Sa Pa - 19th Dec to 23rd Dec 2014
We had booked the Intrepid Travel Sapa Trekking trip before we left Australia, one of the very few things we had booked and planned. So very glad that we did - if you ever have the opportunity to get to Northern Vietnam, do make the effort (and it is a huge effort) to get up to Sapa because it is a truly incredible place.
This trip started leaving Hanoi with a 9 hour sleeper train ride. The "Et Pumpkin" Express Train has two sets of double bunks in each room and there are two toilets at the end of each cabin and I am fairly confident it all goes straight onto the tracks. The tracks require major maintenance and they are working on it but it all takes time and apparently they have been working on the tracks for the last 3 years.

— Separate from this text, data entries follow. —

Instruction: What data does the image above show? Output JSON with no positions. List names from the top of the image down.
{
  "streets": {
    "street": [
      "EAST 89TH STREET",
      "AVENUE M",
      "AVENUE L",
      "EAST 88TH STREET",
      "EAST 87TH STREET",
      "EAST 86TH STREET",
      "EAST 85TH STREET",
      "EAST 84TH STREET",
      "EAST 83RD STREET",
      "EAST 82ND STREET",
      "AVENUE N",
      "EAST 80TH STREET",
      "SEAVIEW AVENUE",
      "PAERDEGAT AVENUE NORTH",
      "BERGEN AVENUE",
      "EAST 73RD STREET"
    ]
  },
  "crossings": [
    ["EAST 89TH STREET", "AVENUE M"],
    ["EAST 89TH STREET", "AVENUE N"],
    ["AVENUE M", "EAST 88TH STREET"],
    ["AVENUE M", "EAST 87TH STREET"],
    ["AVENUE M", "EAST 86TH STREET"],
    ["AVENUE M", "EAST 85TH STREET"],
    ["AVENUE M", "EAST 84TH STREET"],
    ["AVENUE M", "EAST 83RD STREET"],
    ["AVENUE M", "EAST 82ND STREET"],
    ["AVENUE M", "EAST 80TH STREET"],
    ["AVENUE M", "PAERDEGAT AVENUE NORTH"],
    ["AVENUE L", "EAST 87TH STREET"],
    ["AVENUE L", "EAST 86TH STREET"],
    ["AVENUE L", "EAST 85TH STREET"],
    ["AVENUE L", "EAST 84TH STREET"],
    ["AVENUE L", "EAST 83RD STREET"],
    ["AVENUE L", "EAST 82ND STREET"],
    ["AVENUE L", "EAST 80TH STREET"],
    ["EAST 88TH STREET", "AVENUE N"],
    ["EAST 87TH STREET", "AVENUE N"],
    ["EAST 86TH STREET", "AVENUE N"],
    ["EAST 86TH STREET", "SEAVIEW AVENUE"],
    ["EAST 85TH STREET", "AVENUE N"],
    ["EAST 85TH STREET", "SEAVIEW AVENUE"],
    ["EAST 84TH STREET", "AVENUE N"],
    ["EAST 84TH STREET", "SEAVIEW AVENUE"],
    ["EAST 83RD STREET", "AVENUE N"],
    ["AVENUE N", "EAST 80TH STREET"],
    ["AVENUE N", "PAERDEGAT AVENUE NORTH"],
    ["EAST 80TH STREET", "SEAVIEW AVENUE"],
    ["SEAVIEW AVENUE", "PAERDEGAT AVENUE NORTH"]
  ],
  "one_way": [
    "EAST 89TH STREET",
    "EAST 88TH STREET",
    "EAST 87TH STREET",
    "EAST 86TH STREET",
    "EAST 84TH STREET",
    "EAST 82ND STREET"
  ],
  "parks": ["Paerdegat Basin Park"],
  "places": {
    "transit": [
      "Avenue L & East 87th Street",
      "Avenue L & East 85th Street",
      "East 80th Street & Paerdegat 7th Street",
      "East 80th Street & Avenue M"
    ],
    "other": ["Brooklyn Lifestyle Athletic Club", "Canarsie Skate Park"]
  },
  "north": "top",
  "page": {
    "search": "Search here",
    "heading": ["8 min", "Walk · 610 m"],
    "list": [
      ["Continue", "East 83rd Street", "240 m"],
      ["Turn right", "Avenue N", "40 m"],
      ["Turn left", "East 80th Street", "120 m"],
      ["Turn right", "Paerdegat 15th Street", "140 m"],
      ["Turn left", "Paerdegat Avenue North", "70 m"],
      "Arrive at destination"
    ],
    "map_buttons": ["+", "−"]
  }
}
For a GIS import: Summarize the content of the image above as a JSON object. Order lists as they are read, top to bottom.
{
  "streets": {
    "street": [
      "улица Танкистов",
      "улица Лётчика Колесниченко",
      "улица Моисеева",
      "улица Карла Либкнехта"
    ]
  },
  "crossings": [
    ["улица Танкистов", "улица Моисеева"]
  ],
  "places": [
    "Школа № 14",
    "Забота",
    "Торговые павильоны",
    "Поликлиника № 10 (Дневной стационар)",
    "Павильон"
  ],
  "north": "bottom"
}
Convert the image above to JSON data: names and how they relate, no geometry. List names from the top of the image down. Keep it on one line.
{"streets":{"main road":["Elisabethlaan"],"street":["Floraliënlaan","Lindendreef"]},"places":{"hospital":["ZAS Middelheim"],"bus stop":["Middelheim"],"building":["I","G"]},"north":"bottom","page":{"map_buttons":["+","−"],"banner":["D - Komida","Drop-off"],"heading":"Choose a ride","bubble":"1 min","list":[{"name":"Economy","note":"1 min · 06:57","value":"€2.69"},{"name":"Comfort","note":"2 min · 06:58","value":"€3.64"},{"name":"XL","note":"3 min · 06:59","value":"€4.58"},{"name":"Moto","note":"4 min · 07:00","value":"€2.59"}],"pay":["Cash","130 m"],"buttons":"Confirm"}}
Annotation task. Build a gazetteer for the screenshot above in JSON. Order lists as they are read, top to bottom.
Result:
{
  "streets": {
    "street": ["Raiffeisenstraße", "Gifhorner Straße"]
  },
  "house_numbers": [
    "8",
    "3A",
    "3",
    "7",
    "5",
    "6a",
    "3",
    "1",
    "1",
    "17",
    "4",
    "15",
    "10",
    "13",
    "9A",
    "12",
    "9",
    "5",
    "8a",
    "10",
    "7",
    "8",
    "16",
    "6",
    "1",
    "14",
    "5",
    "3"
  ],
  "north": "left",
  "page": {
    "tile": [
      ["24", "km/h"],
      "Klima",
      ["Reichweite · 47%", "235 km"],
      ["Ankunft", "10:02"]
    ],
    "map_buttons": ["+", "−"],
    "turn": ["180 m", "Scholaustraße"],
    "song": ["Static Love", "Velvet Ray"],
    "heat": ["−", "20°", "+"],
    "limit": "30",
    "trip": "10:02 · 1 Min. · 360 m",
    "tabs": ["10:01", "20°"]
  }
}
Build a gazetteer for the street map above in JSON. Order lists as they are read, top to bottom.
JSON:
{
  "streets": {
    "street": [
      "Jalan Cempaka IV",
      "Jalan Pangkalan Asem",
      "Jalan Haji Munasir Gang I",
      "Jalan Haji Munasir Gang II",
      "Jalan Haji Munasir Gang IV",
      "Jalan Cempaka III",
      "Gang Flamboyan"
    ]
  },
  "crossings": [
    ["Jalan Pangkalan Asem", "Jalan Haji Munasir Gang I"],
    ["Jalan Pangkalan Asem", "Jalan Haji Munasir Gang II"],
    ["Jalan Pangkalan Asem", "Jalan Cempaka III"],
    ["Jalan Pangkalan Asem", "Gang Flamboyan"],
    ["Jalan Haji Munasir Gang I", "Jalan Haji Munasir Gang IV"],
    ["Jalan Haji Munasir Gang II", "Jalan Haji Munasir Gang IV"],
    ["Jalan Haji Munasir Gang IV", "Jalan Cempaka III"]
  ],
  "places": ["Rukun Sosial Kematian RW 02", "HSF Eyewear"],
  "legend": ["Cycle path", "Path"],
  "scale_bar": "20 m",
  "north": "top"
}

Getting settled in before we leave the station, 7.30pm.
The wide angle lens makes it look quite spacious... it really wasn't!! Also with the continuous movement of the train we were thrown around our bunks. Gentle rocking of the train along with the aggressive shuddering made for a very dodgy night sleep, all smiles now but the tired mess at 6am wasn't so chipper!
DAY ONE
DAY ONE
20th December 2014 - Arrived at Lao Cai
Just arrived off the train at 6am in Lao Cai. Forced to have breakfast at a specific cafe while we waited for our ride to Sapa, think it was around about 1 hour from Lao Cai to Sapa by road. After an eventful drive across the range to Sapa, we were semi-checked in and met our tour guide Lulu.
The hotel we thought we were staying at. The reality was that we stayed in rooms across from this hotel, the rooms were pretty shabby and cold - complete with fake fireplace with flittering flames....
We met up with our guide Lulu, she is such an incredible woman. She is resourceful, polite, self taught in speaking English, smart, funny and beautiful. But if I had only one word to describe her, she is all sass. She made the trekking tour!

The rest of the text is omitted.